しかし、アルネオは未だに分からない様子。

バーカバーカ。


「もしルイさんが首輪に触れた状態で魔法が発動すれば、ルイさんの手も吹き飛ぶ。でもルイさんは、その身に影響を及ぼす全ての魔法を無効化する。だから…」

「そ、だからその首輪の魔法は無効化されたってワケ」


 そう言って、俺はリーシャさんの首輪を分解で外してあげた。


「あ…」


 そしてリーシャさんを体の後ろに置き、アルネオの方に向き直る。


「アルネオ、お前の負けだ。もうお前には何も手はない」


 アルネオを睨み付け、降伏を促す。

しかしアルネオは、まだ諦めてはいない表情だ。


「ふっ、ふふふ…、その女の首輪は無理だったか。…ならば!」


 魔石を持った手を前に突き出し、俺達に見せる様に掲げる。


「その女の兄、ディアスの首を吹き飛ばしてくれよう!」

「ああ、それは無理だな」

「な…に?」


 意気揚々と言うアルネオであったが、あっさりとそれを無理と言われ、勢いも止まる。


「コレ、なぁ~んだ?」


 ポケットの中からとある物を取り出し、目の前でヒラヒラさせる。


「まさか、それは!?」

「そ、ディアスさんの首輪だよん」


 こんな事もあろうかと、昨日会った時にこっそり外しておいたのだ。


「くっ、おのれ…」


 ワナワナと震え、怒りを露わにするアルネオ。


『ボスッ、ボスッ!』


 すると突然、机の上にある、電話みたいな機械(昔のヨーロッパとかで使われてそうなオシャレなやつ)からアルネオを呼ぶ声が聞こえた。

向こうの声聞こえるから、無線みたいな物か?

 アルネオは俺を警戒してか、それに出ようとしない。


「出てやれよ。
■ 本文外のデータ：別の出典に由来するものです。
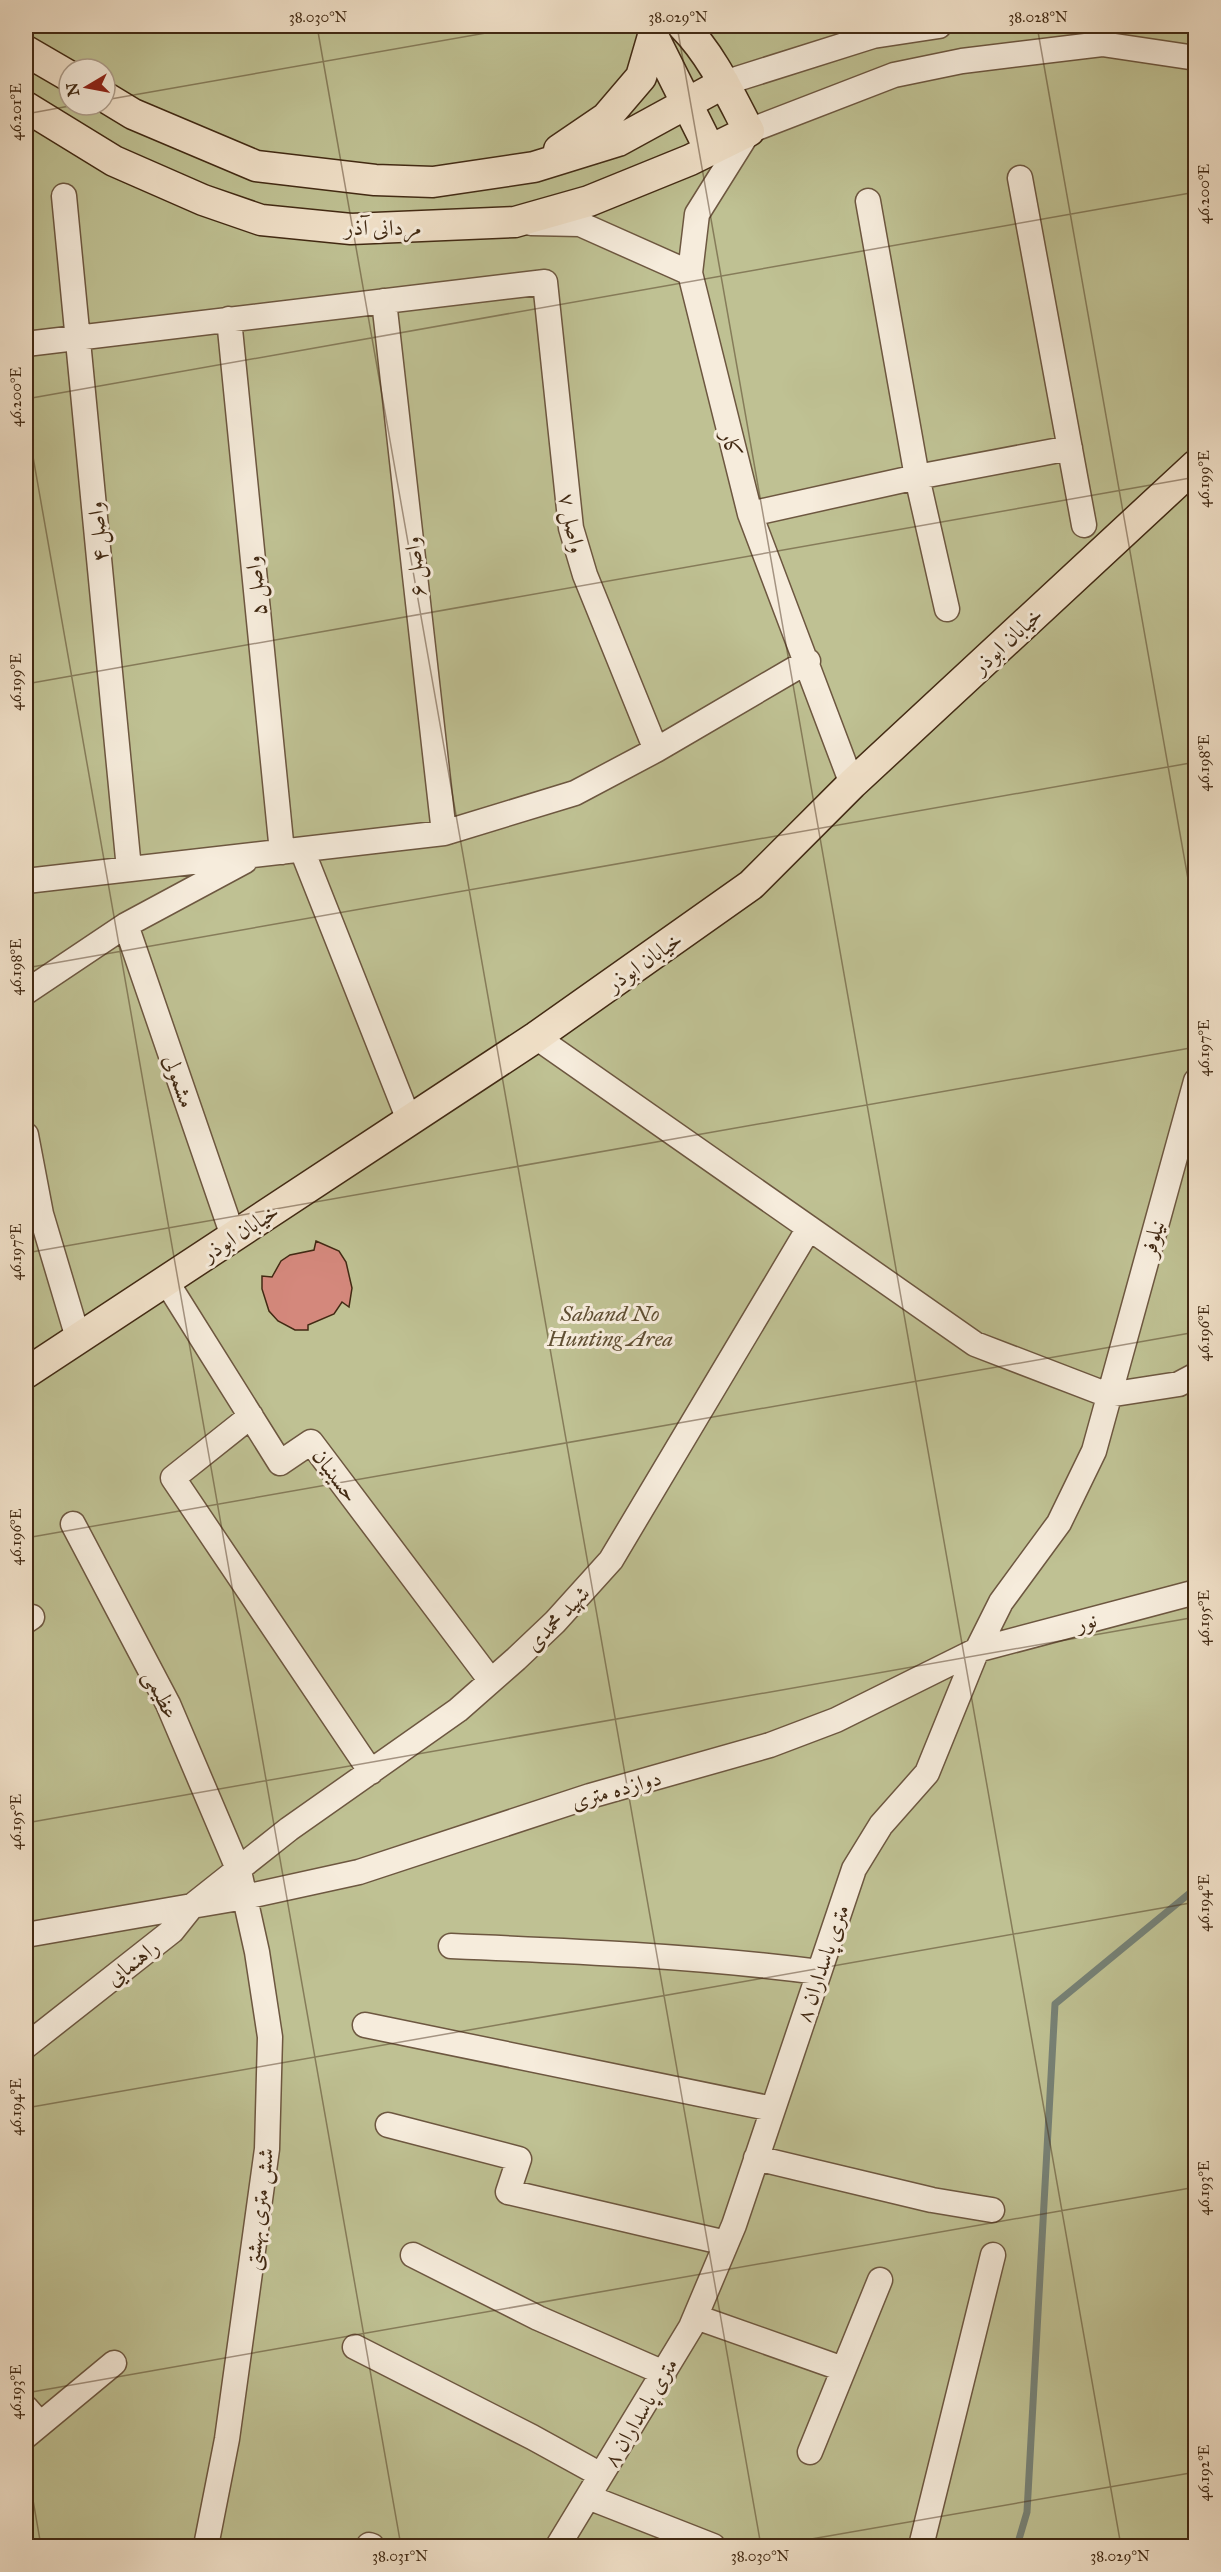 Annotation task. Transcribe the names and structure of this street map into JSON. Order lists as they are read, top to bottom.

待っててやるからさ」

「く…」


 悔しそうな表情をしながらも、受話器(たぶん)を取る。


「なんだ!」

『ボス、大変です! 屋敷にいる奴隷達が、暴動を起こしました!』

「なに!? なぜ奴隷共が牢屋から出ているんだ! 誰が鍵を開けた!」

『そ、それが、全ての牢屋の鍵が破壊されておりまして』


 あ、それやったの俺。


「ええぇい! とにかく、早く鎮めろ! そんなクズ共に手間取るな!」

『あの、それが…』

「なんだ!」

『奴隷達は、何故か全員武器を所持しておりまして。しかもそれらは、昨晩何者かによって武器庫から盗み出された物かと思われます』

「なんだと!?」


 それやったのも俺~。

実は昨晩盗んだ武器は、全て分解で粉々にした後、全ての牢屋の中にバラまいておいたのだ。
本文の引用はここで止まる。